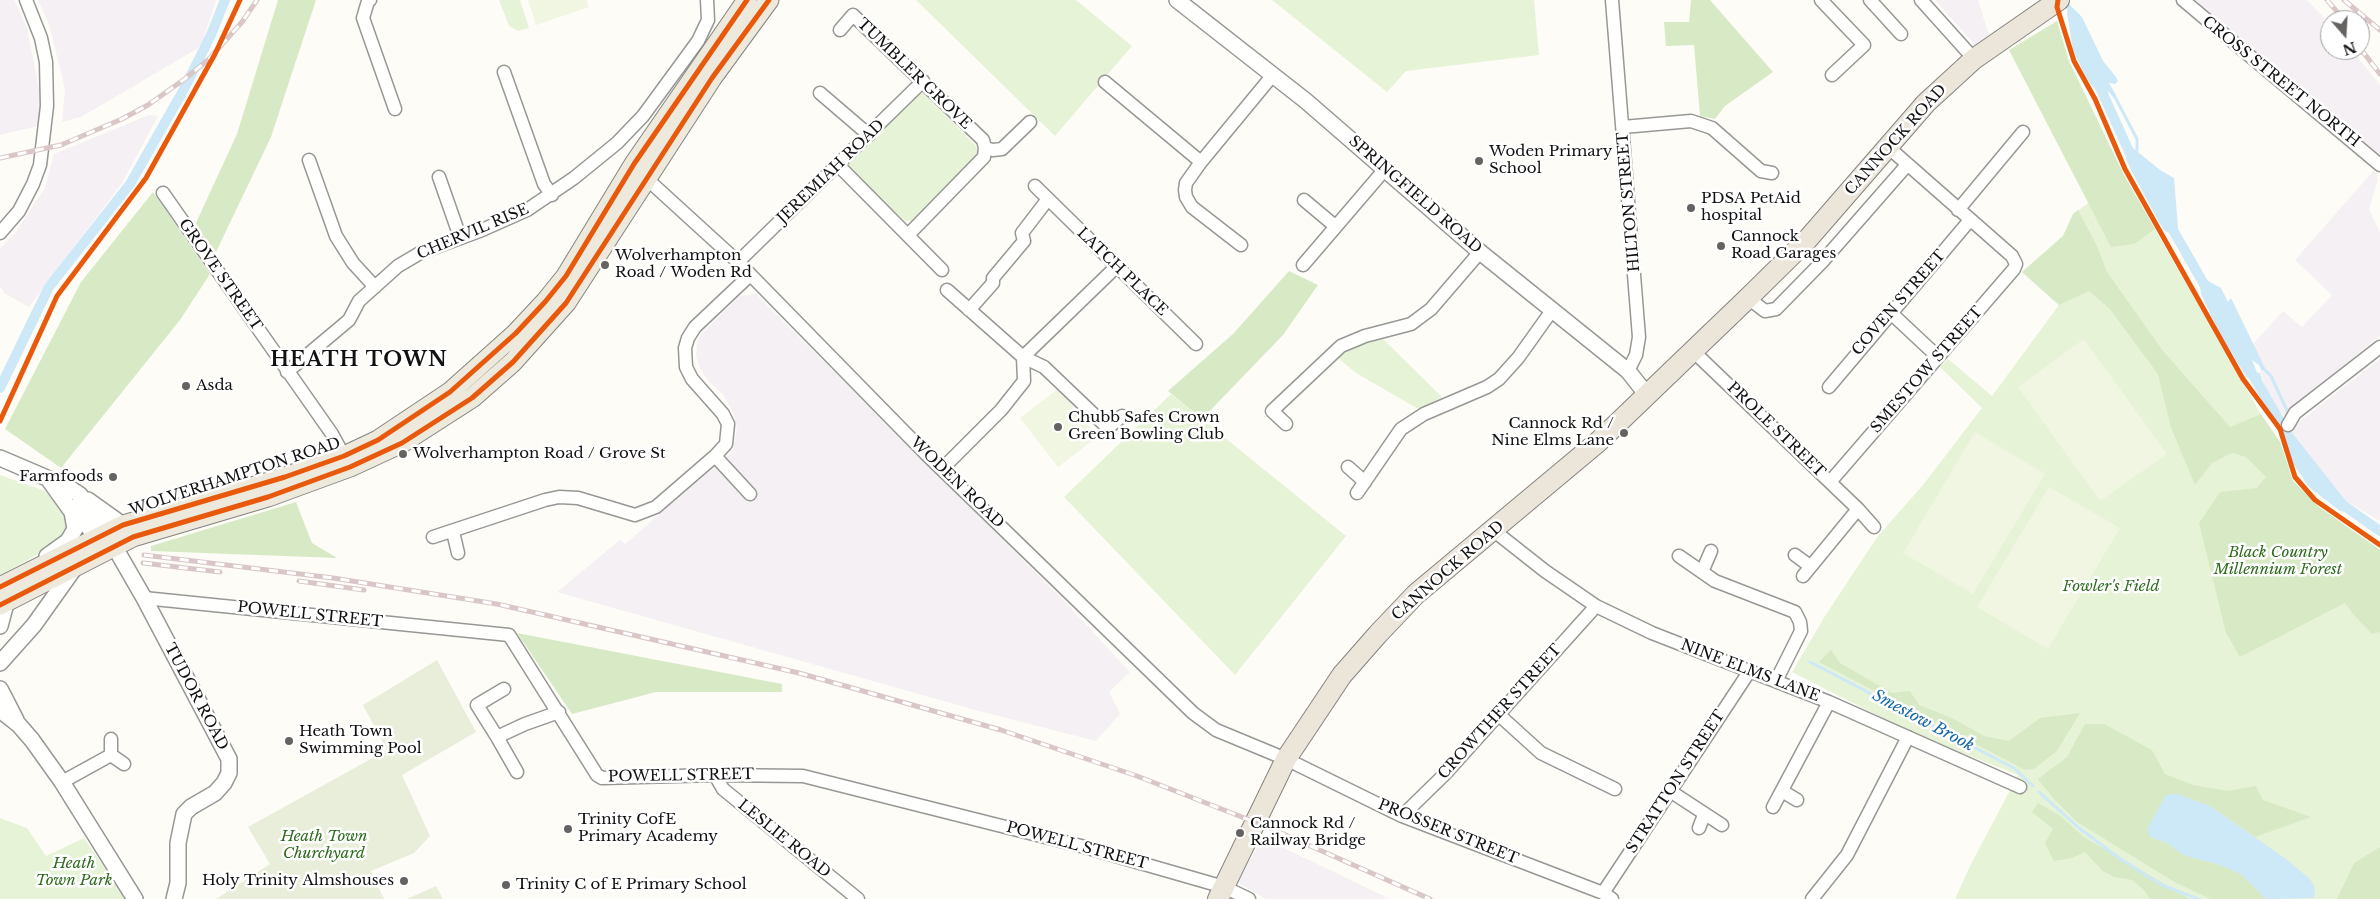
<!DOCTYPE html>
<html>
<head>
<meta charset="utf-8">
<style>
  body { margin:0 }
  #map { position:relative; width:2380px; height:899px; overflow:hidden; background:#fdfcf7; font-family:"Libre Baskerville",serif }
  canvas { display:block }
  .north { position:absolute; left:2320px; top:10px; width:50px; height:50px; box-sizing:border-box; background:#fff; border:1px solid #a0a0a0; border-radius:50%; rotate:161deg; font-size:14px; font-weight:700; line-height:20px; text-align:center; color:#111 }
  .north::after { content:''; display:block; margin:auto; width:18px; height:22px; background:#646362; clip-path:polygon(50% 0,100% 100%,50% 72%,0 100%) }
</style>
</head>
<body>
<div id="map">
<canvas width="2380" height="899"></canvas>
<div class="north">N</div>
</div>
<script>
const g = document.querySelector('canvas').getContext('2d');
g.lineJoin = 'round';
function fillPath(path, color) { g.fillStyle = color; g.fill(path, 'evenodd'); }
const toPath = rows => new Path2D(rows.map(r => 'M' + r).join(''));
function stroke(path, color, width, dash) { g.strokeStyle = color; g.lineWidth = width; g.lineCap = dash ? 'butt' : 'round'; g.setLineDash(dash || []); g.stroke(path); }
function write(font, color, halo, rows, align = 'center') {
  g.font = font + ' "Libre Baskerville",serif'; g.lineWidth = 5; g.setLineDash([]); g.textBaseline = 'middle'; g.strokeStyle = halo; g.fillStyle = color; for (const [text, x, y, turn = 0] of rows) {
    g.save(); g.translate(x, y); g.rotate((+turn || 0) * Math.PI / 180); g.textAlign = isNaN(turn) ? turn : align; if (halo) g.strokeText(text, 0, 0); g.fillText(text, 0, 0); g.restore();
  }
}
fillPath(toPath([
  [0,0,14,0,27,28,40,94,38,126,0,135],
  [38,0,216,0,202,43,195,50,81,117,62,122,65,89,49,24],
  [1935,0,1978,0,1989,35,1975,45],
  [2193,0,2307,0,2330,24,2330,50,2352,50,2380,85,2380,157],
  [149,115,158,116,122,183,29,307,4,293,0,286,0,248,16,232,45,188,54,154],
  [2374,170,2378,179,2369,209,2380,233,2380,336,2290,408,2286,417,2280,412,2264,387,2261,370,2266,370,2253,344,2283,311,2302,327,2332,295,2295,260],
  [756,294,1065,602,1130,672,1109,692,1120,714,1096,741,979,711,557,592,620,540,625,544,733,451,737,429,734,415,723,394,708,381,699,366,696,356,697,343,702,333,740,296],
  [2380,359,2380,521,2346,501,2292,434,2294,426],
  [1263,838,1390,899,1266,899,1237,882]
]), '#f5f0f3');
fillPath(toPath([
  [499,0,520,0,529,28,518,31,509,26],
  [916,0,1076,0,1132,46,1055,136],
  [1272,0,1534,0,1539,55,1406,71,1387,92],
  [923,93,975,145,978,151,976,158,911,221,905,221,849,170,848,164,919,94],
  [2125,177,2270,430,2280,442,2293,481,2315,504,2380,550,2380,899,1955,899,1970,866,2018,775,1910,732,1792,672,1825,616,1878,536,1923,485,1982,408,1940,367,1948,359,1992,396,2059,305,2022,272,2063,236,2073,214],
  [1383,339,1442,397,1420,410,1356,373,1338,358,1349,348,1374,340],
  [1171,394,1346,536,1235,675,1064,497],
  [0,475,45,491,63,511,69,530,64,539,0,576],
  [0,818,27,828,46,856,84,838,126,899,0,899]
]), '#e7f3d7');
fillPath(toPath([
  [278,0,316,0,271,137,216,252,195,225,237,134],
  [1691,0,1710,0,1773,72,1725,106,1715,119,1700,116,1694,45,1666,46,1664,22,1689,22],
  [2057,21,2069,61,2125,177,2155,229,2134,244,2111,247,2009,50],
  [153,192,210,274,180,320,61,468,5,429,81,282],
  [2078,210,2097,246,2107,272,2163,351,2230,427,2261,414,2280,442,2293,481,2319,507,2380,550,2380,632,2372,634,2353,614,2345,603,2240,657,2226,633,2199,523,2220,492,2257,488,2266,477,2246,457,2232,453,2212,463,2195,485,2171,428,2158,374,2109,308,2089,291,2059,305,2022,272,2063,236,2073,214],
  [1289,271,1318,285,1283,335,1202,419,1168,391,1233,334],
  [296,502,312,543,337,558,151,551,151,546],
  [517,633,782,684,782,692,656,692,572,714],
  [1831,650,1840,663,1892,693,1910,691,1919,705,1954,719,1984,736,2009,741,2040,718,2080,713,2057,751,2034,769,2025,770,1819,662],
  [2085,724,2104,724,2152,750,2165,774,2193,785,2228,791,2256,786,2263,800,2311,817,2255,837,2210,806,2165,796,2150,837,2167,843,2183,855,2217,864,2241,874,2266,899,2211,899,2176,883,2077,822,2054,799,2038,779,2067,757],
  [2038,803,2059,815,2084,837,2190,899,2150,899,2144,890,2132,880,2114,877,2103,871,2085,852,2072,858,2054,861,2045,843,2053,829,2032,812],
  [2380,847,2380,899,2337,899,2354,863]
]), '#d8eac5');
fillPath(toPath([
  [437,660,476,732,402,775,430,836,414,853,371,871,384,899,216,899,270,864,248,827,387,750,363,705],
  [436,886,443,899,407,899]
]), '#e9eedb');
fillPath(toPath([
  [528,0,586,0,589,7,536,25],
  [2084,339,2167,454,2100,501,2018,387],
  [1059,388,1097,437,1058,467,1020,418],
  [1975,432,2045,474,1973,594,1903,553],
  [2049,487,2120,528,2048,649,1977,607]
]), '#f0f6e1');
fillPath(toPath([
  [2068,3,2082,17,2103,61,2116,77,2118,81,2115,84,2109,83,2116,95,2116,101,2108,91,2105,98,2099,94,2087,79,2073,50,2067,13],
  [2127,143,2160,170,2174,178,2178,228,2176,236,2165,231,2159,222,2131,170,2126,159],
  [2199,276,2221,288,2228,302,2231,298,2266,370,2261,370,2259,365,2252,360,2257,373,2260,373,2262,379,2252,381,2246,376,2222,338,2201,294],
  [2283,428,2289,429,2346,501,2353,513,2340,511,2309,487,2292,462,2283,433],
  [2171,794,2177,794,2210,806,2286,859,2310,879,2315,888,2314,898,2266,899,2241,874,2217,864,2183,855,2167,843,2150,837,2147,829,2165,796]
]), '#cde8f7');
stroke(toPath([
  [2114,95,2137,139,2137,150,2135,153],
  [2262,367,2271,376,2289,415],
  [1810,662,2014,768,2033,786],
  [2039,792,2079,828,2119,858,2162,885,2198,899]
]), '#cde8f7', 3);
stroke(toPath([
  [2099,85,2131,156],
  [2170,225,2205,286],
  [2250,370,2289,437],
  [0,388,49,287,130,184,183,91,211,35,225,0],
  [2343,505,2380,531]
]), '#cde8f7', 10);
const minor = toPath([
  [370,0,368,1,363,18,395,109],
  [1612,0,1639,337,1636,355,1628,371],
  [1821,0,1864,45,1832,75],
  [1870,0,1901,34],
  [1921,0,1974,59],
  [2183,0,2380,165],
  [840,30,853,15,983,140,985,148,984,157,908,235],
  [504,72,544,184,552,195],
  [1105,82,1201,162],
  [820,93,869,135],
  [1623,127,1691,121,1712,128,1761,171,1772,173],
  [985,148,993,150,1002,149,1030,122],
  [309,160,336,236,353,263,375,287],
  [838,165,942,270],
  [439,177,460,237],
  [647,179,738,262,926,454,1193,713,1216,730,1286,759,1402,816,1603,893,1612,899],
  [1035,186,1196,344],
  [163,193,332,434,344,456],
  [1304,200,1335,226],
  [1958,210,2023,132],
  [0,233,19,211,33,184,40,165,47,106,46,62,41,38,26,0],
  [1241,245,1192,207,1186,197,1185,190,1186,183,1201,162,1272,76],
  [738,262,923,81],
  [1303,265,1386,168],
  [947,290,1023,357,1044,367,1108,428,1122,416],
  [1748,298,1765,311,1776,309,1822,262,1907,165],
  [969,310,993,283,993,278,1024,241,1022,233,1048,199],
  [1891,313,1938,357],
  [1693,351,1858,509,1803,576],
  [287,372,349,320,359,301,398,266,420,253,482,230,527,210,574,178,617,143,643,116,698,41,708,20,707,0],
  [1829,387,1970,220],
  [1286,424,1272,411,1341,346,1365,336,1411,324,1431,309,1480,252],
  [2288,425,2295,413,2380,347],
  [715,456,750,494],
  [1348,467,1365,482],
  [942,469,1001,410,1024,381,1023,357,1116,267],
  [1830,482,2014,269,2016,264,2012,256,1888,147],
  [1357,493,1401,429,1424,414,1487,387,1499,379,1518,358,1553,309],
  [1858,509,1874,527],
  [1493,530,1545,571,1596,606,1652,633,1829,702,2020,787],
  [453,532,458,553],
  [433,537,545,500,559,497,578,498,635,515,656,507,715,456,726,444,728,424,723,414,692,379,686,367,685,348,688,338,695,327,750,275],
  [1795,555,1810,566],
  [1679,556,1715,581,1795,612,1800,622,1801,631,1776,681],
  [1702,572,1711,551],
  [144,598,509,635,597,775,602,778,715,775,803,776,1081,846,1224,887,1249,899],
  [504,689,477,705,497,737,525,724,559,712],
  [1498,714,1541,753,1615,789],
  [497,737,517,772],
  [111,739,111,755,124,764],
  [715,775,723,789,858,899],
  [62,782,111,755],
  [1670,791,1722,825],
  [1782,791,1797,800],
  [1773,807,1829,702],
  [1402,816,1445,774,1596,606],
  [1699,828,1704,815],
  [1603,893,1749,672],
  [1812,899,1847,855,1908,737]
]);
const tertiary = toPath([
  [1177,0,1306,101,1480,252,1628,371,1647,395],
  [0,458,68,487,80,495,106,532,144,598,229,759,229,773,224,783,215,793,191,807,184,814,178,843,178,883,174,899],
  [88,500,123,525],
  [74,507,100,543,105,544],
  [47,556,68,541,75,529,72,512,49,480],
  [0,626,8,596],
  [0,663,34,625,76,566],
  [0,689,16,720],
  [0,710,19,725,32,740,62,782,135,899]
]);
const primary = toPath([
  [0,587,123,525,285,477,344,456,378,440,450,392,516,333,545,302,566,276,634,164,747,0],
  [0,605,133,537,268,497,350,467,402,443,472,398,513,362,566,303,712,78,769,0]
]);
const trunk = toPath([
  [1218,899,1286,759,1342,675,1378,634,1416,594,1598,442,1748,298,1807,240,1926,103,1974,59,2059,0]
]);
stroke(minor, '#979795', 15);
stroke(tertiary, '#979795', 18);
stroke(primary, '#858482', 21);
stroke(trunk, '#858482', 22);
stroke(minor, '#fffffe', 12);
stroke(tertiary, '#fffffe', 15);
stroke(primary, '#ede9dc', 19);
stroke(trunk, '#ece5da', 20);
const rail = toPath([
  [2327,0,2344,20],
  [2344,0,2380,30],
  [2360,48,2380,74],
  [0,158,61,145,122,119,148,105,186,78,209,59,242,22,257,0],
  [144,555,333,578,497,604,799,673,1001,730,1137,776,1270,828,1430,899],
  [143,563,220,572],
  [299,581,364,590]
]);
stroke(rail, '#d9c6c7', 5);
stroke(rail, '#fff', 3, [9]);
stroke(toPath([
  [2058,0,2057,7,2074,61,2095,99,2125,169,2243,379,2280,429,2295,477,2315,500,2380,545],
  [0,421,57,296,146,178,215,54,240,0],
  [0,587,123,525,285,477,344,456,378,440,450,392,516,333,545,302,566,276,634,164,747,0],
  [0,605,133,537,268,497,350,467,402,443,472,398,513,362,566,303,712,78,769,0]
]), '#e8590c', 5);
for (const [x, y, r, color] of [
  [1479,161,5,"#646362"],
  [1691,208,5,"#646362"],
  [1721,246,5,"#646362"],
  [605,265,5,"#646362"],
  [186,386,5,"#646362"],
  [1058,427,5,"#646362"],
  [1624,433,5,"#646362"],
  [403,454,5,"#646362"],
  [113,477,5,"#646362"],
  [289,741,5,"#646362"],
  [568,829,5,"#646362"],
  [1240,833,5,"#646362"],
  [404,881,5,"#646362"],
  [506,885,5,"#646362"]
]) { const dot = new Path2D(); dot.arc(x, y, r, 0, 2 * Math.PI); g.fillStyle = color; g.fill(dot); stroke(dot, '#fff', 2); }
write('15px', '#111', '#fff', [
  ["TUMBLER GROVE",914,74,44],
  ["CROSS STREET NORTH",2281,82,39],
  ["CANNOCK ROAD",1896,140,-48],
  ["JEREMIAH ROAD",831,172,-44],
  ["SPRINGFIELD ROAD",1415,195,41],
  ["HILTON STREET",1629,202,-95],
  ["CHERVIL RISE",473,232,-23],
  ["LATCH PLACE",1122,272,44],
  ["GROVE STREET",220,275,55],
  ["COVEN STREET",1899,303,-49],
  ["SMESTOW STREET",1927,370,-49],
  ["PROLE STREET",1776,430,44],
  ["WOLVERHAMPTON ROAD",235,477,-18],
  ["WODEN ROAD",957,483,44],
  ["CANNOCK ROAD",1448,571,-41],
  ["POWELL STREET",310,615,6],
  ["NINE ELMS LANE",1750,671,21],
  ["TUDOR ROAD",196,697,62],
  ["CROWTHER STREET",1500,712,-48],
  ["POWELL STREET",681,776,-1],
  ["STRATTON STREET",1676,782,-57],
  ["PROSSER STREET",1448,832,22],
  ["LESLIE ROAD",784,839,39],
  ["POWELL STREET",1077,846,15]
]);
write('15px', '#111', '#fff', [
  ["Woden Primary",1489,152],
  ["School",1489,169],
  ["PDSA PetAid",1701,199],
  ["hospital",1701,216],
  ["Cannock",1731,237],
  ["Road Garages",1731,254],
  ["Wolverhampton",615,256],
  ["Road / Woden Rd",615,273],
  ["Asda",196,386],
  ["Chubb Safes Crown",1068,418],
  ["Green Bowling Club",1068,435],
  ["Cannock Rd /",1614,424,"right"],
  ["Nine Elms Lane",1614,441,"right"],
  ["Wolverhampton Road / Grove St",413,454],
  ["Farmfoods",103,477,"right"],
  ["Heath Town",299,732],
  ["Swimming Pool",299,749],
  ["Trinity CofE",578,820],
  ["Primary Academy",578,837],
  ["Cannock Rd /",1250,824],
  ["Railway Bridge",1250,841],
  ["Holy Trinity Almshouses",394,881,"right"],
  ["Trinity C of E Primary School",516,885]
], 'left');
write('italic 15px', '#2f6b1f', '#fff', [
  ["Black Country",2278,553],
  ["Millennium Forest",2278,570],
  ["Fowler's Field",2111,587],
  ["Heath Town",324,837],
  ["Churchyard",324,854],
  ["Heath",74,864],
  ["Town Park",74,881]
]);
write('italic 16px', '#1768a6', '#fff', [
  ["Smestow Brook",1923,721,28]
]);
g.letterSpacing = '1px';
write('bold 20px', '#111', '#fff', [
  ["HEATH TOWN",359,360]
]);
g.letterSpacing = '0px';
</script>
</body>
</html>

***

### Task details
Reproduce the records word for word, please, from their first line up to and including the line that contains "const toPath = rows", but no pictures.

### Completed exercise
<!DOCTYPE html>
<html>
<head>
<meta charset="utf-8">
<style>
  body { margin:0 }
  #map { position:relative; width:2380px; height:899px; overflow:hidden; background:#fdfcf7; font-family:"Libre Baskerville",serif }
  canvas { display:block }
  .north { position:absolute; left:2320px; top:10px; width:50px; height:50px; box-sizing:border-box; background:#fff; border:1px solid #a0a0a0; border-radius:50%; rotate:161deg; font-size:14px; font-weight:700; line-height:20px; text-align:center; color:#111 }
  .north::after { content:''; display:block; margin:auto; width:18px; height:22px; background:#646362; clip-path:polygon(50% 0,100% 100%,50% 72%,0 100%) }
</style>
</head>
<body>
<div id="map">
<canvas width="2380" height="899"></canvas>
<div class="north">N</div>
</div>
<script>
const g = document.querySelector('canvas').getContext('2d');
g.lineJoin = 'round';
function fillPath(path, color) { g.fillStyle = color; g.fill(path, 'evenodd'); }
const toPath = rows => new Path2D(rows.map(r => 'M' + r).join(''));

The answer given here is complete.